The Night Tourist

Katherine Marsh
Jack Perdu, a shy, ninth grade classics prodigy lives with father on the Yale University campus. But when Jack suffers a near fatal accident, his life is forever changed. His father sends him to a mysterious doctor in New York City--a place Jack hasn't been since his mother died there eight years ago. While in the city, Jack meets Euri, a young girl who offers to show him the secrets of Grand Central Station. Here, Jack discovers New York's Underworld, a place where those who died in the city reside until they are ready to move on. This, Jack believes, is a chance to see his mother again. But as secrets about Euri's past are revealed, so are the true reasons for Jack's visit to the Underworld.

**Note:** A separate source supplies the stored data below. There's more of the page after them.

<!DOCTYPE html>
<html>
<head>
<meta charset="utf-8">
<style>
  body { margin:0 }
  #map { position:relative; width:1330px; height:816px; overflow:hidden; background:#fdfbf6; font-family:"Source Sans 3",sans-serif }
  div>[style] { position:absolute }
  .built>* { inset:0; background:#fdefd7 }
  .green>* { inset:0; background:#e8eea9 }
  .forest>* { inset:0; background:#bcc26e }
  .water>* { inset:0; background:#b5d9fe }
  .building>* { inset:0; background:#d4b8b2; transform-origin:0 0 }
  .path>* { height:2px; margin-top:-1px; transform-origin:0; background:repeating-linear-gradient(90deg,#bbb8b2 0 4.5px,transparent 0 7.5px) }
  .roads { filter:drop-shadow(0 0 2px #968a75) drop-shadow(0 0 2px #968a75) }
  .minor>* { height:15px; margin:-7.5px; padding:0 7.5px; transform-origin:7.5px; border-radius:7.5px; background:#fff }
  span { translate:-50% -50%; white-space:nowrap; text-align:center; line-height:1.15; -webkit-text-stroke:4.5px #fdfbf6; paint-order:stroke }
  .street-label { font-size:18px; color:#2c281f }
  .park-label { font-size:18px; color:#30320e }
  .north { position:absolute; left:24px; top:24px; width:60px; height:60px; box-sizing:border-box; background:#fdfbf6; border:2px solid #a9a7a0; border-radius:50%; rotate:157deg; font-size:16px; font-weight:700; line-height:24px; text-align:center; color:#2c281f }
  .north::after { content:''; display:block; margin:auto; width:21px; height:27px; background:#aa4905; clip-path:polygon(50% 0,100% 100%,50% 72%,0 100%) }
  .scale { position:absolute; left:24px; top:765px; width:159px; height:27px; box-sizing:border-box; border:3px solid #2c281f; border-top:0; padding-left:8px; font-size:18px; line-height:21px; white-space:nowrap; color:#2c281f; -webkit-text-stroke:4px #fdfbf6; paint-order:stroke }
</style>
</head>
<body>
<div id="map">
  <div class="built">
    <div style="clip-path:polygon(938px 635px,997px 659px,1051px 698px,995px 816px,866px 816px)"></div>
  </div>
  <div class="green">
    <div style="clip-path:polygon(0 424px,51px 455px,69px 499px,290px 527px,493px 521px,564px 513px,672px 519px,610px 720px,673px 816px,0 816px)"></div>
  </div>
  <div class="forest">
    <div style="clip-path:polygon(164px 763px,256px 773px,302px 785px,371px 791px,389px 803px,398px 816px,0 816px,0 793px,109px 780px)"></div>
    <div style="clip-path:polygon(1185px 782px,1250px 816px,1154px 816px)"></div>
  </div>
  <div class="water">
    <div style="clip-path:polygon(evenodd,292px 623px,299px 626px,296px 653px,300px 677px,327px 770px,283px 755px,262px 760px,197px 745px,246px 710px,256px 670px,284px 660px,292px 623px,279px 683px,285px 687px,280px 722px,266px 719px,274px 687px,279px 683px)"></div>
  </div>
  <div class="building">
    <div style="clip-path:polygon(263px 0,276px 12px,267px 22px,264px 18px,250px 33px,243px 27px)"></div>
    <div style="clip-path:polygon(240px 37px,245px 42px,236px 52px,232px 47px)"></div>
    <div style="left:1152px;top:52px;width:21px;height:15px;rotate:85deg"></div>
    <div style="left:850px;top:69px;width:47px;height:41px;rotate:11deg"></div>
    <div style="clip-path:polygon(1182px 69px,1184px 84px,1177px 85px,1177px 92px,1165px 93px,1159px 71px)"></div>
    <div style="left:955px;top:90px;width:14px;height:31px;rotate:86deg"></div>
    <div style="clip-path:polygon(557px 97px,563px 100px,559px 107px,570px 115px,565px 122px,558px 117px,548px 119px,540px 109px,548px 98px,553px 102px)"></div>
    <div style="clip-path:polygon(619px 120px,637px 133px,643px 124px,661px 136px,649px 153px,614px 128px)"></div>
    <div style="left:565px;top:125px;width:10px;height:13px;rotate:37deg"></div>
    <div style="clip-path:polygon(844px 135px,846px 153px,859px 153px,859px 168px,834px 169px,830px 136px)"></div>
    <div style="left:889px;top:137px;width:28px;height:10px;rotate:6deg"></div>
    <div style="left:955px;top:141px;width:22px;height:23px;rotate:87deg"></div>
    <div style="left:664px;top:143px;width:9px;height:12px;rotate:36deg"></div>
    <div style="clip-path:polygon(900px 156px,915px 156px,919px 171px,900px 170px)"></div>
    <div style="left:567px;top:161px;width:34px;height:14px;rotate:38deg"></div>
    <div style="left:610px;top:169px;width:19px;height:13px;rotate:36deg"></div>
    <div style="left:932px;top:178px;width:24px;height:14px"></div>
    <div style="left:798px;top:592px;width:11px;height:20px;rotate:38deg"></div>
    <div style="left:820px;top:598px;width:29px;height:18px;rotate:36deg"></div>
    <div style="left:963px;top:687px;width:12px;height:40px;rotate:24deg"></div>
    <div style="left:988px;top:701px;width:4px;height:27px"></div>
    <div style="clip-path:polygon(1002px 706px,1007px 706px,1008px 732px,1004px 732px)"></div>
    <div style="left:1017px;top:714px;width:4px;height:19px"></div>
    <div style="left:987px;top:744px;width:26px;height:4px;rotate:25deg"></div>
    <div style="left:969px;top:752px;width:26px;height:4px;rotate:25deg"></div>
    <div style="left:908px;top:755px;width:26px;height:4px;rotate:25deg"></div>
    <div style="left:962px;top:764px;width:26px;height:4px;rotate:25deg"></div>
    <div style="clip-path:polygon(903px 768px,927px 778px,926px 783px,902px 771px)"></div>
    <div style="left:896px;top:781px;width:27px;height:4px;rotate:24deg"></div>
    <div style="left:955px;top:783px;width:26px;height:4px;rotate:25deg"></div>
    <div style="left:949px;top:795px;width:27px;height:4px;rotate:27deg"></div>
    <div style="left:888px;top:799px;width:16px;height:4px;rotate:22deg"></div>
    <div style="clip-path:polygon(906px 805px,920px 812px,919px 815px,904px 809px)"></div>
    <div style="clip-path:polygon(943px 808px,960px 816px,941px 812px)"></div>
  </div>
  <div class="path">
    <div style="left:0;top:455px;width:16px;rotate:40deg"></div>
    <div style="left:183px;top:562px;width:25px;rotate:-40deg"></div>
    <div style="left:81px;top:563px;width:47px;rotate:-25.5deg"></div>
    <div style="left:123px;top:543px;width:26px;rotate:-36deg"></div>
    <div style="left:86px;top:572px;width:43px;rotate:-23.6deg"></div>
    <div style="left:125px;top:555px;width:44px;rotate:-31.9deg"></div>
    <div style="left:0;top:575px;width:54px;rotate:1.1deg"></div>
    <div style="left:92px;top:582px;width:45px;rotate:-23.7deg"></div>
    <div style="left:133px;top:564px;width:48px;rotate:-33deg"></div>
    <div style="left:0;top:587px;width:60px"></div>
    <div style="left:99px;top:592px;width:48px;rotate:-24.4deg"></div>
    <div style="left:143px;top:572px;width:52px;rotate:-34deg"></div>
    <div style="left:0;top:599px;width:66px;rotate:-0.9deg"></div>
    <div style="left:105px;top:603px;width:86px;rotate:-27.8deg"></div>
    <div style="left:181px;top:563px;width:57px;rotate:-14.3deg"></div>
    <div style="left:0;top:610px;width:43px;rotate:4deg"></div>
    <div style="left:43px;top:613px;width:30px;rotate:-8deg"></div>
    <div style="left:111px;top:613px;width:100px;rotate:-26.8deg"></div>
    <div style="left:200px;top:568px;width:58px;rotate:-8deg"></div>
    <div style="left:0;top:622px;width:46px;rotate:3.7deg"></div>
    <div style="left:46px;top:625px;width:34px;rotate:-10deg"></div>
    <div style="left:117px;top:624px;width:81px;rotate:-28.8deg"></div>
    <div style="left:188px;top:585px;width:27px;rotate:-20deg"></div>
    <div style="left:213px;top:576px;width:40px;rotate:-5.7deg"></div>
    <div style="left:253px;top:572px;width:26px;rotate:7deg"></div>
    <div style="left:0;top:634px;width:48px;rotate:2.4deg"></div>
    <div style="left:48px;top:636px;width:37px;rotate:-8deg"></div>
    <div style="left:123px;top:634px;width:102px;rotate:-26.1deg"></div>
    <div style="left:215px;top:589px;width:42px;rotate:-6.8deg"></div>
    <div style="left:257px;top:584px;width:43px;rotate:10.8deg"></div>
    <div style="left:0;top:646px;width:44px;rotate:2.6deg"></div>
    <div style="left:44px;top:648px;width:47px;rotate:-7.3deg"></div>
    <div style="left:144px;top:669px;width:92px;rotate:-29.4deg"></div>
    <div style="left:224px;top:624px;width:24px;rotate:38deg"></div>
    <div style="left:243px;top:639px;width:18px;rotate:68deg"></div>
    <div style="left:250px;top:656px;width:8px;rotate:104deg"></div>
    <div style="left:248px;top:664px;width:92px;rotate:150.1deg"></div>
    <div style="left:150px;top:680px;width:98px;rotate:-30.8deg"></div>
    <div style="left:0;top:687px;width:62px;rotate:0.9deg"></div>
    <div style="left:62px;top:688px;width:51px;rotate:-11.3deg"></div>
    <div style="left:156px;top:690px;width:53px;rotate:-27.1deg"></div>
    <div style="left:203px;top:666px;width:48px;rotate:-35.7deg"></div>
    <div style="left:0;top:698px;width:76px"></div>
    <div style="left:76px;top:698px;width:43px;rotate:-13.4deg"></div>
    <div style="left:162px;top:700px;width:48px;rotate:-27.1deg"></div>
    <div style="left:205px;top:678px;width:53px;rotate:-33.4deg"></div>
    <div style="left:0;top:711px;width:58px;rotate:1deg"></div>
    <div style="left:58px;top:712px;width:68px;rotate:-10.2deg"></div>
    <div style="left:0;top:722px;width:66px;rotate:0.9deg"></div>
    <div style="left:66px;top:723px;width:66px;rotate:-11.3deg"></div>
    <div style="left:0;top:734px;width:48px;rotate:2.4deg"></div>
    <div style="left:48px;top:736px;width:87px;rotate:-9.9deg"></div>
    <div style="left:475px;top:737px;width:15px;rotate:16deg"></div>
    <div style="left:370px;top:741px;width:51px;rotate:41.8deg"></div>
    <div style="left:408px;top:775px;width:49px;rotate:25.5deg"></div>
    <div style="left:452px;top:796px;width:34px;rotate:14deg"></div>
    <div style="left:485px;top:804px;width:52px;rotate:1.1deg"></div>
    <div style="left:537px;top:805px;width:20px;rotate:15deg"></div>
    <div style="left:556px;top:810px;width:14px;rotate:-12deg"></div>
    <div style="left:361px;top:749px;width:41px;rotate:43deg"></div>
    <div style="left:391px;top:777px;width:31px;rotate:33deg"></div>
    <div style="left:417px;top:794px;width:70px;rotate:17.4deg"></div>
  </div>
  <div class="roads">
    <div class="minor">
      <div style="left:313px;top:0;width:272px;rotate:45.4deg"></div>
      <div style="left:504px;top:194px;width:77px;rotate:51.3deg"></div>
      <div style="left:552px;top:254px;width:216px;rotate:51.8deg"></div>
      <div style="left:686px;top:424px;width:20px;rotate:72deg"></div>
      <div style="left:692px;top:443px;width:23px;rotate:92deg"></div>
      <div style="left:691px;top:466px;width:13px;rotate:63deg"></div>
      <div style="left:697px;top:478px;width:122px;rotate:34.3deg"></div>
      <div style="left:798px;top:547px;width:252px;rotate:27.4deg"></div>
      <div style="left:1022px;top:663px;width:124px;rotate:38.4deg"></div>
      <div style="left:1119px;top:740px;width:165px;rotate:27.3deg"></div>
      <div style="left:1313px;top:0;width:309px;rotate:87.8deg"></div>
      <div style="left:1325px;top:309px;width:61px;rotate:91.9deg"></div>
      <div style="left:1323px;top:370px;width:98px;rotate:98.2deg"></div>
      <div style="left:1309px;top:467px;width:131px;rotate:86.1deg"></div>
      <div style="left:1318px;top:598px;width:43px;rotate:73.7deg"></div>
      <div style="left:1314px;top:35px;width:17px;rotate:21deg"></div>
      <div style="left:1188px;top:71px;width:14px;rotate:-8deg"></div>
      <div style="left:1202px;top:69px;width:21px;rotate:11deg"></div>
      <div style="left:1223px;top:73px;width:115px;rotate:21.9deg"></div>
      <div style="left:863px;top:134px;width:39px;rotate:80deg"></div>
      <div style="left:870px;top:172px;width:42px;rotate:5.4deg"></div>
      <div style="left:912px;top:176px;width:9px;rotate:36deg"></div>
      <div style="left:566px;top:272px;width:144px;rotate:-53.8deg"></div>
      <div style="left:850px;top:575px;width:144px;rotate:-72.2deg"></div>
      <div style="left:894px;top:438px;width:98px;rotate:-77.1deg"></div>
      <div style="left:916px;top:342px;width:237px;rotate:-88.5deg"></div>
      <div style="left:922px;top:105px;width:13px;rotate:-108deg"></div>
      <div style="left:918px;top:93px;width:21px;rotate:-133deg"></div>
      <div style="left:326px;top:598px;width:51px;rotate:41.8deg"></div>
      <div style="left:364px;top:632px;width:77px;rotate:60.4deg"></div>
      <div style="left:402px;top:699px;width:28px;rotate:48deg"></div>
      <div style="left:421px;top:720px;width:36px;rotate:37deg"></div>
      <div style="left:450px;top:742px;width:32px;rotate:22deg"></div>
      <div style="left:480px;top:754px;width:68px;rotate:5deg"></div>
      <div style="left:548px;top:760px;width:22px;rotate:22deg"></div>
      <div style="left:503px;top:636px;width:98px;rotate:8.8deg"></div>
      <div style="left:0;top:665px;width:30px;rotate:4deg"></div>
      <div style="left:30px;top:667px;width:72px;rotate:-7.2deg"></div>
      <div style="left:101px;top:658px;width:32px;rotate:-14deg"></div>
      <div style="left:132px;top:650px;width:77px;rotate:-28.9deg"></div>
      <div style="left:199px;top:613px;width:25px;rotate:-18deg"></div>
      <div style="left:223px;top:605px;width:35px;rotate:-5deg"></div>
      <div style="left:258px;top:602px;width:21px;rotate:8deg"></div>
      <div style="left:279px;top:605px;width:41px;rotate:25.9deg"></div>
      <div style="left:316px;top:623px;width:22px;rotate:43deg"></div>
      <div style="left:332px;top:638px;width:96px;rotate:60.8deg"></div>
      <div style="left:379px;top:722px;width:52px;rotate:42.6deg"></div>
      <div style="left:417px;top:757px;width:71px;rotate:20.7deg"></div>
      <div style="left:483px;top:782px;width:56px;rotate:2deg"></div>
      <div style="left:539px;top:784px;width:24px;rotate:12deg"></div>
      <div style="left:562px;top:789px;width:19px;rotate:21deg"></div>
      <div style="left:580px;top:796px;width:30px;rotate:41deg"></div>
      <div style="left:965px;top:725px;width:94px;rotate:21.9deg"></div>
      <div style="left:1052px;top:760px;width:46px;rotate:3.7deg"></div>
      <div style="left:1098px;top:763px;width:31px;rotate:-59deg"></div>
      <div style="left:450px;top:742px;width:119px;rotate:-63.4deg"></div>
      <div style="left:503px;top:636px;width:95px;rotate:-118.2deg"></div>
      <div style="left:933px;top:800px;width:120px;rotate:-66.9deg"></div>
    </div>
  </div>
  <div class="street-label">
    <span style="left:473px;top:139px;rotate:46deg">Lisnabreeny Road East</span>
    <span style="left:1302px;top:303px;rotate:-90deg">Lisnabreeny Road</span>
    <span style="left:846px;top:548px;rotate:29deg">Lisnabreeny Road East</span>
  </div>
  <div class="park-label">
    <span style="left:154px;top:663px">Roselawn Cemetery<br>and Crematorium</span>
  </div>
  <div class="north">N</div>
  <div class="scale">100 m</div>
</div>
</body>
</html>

The hallmark of an excellent mythology is the ability to be retold in various ways. The stories from classic Greek mythology endure because of their timeless characters and themes. With The Night Tourist,author Katherine Marsh tells a tale inspired by the Greek myth of Orpheus and Eurydice. While Orpheus traveled to the underworld to rescue his beloved Eurydice, Marsh's main character Jack journeys into the spirit underworld of New York City to find his deceased mother. He meets a young ghost named Euri who acts as his guide while trying to avoid being caught by the underworld authorities and their dog Cerberus. Youths looking for a supernatural tale will find much to offer with this novel. There are naturally many references and parallels to the Orpheus legend but readers will also learn about some of New York City's famous locations, history, geography, and people. Marsh clearly has a love for the city. Young readers do not need to already be aware of the Orpheus myth as the characters do bring up the story and how their situation mirrors it. I was surprised that the ending followed through on the myth from which it was based but the characters still manage to mostly find a happy state of mind in the end. Readers who enjoy this story might also want to check out the sequel entitled The Twilight Prisoner.